Ensuite le dialogue social se construit, pour moi, autour de 3 piliers de base et ce quel que soit le niveau où l’on se situe : l’établissement, le groupe, la branche, et même l’interpro.

  • Le premier c’est la confiance, notamment avec nos interlocuteurs que sont les services RH. Cette confiance ne se décrète pas, elle se construit patiemment et passe souvent par des relations interpersonnelles ;
  • Le deuxième touche aux diagnostics partagés. Pour ce faire, il faut pouvoir les poser, ce qui implique un minimum de transparence, laquelle découle du rapport de confiance ;
  • Enfin le dernier pilier est l’intérêt à agir des parties.

J’indique souvent aux DRH que nous sommes les amplificateurs de bruits faibles

Une fois les diagnostics partagés, il devient plus facile de trouver les voies et moyens visant à résoudre les problèmes auxquels l’entreprise est confrontée. J’indique souvent aux DRH que nous sommes les amplificateurs de bruits faibles, qu’eux-mêmes peinent à capter dans leur système. Ensemble nous pouvons leur donner sens et ainsi redonner du corps à la négociation sociale.

Je suis partisan d’un dialogue social rugueux mais qui dit les choses, pose les problèmes sur la table afin qu’ensemble nous puissions trouver cet intérêt à agir. Un accord est un bon accord non pas parce que nous l’aurions simplement signé mais bien parce que nous allons le porter ensemble dans la durée. Il n’y a pas de bon ou mauvais accord, il n’y a que ceux que l’on a signés  et ceux que l’on n’a pas signés. Je considère que la CFE-CGC, du moins dans ma fédération, est probablement l’organisation la plus homogène de la branche. L’histoire de la CFE-CGC n’a pas été traversée par des scissions, pas plus qu’elle ne l’est par des courants idéologiques. Nous vivons le monde de l’entreprise de la même manière, que nous soyons dans telle ou telle filière,  du nord au sud, ou d’est en ouest de la France.  

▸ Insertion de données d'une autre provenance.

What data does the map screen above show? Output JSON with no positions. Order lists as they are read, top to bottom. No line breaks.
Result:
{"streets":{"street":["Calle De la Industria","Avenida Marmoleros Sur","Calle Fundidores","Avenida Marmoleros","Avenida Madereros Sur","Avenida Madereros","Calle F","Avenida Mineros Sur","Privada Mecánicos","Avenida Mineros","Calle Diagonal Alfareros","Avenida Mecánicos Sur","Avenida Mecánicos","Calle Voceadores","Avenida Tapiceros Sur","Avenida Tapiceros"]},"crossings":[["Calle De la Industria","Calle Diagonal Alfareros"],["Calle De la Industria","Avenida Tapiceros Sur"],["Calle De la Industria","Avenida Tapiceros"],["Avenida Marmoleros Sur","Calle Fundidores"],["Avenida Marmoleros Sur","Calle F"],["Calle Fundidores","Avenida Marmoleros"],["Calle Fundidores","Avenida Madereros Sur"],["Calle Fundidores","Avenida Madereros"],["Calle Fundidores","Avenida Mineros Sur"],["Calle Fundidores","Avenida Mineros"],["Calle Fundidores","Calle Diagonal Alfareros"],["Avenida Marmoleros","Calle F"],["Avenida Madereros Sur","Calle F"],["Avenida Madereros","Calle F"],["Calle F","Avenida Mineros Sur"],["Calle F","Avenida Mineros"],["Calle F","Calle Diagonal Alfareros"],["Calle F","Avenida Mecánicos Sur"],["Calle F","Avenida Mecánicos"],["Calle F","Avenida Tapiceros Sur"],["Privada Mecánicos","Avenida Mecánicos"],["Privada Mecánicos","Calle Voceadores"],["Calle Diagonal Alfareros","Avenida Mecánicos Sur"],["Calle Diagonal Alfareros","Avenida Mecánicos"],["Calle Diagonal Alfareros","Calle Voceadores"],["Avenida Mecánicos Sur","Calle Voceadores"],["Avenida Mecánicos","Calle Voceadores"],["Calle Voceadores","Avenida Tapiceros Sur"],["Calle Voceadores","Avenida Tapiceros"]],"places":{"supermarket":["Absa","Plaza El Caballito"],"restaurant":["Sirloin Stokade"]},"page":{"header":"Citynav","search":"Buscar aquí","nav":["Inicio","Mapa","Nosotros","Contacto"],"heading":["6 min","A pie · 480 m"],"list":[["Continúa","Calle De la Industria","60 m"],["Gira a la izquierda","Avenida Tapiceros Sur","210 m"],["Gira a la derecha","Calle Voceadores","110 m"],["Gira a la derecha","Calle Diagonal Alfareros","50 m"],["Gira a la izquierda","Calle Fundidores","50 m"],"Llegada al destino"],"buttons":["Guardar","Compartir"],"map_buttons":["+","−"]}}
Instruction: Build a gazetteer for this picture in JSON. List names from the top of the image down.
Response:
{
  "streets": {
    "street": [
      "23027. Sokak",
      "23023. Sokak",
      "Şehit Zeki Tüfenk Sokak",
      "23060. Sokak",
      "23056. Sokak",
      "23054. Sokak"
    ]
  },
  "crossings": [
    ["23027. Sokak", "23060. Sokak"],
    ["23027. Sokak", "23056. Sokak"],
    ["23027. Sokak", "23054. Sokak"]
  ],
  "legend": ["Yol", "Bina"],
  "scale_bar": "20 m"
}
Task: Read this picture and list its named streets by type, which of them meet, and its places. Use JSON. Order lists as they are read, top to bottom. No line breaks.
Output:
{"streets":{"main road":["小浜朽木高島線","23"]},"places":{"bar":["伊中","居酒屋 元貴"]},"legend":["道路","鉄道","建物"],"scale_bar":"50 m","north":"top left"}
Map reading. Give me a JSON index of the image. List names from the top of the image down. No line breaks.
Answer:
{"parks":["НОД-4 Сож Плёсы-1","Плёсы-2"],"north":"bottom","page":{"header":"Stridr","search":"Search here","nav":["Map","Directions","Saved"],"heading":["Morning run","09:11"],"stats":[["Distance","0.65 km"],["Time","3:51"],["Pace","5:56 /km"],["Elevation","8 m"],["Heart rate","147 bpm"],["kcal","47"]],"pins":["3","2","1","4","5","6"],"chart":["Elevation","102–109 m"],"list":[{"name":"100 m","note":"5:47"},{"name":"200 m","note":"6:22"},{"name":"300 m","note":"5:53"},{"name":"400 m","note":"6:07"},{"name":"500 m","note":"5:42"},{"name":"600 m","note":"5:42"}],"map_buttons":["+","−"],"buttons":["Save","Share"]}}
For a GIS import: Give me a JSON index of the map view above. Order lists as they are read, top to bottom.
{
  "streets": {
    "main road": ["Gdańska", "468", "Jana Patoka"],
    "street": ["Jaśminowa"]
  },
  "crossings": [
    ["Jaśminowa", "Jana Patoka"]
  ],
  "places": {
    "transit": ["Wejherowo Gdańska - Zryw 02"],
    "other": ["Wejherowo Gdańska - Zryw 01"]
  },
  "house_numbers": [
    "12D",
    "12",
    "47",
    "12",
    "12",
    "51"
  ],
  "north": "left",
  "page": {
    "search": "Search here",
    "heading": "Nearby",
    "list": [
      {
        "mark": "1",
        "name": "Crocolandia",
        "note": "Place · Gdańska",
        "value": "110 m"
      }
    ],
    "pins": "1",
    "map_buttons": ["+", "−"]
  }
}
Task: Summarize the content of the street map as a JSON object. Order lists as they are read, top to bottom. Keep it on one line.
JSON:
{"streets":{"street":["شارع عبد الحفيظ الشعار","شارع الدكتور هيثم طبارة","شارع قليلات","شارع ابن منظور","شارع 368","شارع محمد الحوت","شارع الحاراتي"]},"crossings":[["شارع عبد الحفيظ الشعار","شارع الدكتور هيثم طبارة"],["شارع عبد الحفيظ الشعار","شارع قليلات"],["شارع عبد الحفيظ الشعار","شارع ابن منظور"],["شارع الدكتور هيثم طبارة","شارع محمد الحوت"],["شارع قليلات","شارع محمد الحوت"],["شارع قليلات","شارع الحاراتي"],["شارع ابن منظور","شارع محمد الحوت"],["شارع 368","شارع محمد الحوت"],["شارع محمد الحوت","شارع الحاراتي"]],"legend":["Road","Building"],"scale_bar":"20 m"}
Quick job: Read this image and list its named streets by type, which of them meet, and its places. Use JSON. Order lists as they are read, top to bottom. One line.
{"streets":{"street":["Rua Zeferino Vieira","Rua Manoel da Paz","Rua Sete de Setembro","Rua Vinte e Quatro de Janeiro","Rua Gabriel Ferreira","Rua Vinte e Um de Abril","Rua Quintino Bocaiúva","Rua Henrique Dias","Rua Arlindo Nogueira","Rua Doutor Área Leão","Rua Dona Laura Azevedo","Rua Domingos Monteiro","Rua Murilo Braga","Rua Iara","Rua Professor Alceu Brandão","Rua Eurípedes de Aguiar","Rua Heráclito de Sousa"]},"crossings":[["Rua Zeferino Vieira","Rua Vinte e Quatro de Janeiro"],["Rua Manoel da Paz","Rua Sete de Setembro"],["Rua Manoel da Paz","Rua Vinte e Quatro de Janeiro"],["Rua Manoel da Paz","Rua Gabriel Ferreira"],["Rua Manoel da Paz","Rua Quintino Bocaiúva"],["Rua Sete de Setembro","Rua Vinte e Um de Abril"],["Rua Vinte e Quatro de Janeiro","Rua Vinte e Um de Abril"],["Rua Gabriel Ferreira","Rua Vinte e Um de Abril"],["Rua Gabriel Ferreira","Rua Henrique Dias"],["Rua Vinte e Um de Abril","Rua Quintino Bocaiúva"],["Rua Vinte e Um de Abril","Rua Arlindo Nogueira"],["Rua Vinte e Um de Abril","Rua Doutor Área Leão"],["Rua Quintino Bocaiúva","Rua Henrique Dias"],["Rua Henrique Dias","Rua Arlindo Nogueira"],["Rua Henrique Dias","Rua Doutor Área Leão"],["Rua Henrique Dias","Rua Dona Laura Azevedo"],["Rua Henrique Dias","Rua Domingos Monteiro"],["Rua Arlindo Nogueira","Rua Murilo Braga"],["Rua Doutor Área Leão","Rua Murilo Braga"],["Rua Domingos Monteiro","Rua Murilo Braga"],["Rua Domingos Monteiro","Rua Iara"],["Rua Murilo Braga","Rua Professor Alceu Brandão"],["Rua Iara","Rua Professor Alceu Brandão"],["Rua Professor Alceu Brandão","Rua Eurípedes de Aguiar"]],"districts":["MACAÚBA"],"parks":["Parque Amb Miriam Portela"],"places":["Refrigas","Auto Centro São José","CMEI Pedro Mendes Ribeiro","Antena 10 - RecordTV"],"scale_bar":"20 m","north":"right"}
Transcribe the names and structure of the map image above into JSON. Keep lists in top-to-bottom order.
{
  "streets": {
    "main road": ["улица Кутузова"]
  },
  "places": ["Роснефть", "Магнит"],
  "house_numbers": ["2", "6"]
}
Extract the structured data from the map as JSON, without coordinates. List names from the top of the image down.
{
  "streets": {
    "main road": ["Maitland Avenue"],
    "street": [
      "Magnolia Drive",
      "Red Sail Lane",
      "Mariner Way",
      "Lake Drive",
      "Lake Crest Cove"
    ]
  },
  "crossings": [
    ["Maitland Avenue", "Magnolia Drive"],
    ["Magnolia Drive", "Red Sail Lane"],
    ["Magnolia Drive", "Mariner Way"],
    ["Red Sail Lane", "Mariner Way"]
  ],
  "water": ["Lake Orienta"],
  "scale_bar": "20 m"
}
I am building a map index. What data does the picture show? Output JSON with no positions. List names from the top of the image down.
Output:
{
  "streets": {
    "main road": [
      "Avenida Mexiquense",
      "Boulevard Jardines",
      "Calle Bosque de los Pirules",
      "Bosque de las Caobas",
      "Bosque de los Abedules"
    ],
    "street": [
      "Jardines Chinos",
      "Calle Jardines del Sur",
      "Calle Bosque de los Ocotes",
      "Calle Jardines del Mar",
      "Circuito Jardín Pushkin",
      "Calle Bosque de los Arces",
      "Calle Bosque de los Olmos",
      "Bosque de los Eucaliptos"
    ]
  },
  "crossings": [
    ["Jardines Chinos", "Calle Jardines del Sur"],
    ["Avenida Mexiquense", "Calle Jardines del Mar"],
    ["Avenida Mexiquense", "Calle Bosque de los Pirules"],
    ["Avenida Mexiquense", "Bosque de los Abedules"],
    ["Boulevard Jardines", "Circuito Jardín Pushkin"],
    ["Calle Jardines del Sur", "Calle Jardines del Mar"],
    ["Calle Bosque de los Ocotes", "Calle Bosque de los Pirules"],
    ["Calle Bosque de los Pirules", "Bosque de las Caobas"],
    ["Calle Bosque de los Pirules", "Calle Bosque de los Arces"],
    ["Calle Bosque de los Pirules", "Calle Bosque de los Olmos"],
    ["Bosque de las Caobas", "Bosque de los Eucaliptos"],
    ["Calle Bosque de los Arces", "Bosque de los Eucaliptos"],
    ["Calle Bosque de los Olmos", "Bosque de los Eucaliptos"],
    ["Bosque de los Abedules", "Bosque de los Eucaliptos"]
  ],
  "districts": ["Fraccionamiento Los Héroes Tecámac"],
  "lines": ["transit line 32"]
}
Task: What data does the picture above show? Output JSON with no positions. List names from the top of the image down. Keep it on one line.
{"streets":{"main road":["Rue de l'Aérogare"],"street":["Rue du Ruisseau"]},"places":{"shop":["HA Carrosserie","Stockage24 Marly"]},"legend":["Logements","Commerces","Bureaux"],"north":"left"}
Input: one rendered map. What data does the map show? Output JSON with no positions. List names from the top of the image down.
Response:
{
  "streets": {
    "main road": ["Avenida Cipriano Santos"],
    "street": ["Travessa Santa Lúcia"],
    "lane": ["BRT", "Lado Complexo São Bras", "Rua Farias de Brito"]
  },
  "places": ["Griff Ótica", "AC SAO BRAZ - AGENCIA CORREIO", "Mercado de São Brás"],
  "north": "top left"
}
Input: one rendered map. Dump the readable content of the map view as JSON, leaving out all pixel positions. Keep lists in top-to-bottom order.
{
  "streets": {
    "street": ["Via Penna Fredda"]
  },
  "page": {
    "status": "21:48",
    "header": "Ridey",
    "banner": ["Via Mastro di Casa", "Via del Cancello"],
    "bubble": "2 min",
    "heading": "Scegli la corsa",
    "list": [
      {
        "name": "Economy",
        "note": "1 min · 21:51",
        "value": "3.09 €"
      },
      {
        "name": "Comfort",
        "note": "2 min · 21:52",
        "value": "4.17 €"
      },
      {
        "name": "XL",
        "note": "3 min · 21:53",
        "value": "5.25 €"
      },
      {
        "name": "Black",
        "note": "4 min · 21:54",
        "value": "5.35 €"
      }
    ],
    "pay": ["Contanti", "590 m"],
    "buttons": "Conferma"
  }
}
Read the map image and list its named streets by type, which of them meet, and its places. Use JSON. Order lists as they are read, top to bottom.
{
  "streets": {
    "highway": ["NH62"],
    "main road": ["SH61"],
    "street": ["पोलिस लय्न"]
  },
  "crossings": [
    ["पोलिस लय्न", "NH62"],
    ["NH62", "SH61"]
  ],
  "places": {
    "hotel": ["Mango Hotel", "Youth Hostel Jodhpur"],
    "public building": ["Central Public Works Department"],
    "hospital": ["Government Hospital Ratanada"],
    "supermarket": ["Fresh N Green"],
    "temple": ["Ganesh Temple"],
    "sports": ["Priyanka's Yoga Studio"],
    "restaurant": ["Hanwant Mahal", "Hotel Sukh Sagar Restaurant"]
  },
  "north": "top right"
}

Accompagner la transformation industrielle et sociale des entreprises, dans lesquelles nous vivons est une priorité. Digitalisation et décarbonation des filières sont deux enjeux vitaux pour l’avenir de notre industrie. En ce sens, nos militants doivent constamment s’adapter à l’ensemble de ces mutations.

Notre organisation, avec une empreinte à la fois territoriale et nationale,  nous permet de supporter et d’accompagner toutes nos équipes militantes. La subsidiarité est un principe de gouvernance de notre fédération, véritable centre de services et de moyens à l’usage de ses parties constituantes.

La CFE-CGC ne cesse de progresser dans les élections des instances représentatives du personnel. C’est une grande fierté pour notre fédération et un formidable levier de motivation pour l’ensemble des militantes et militants qui en sont à l’origine.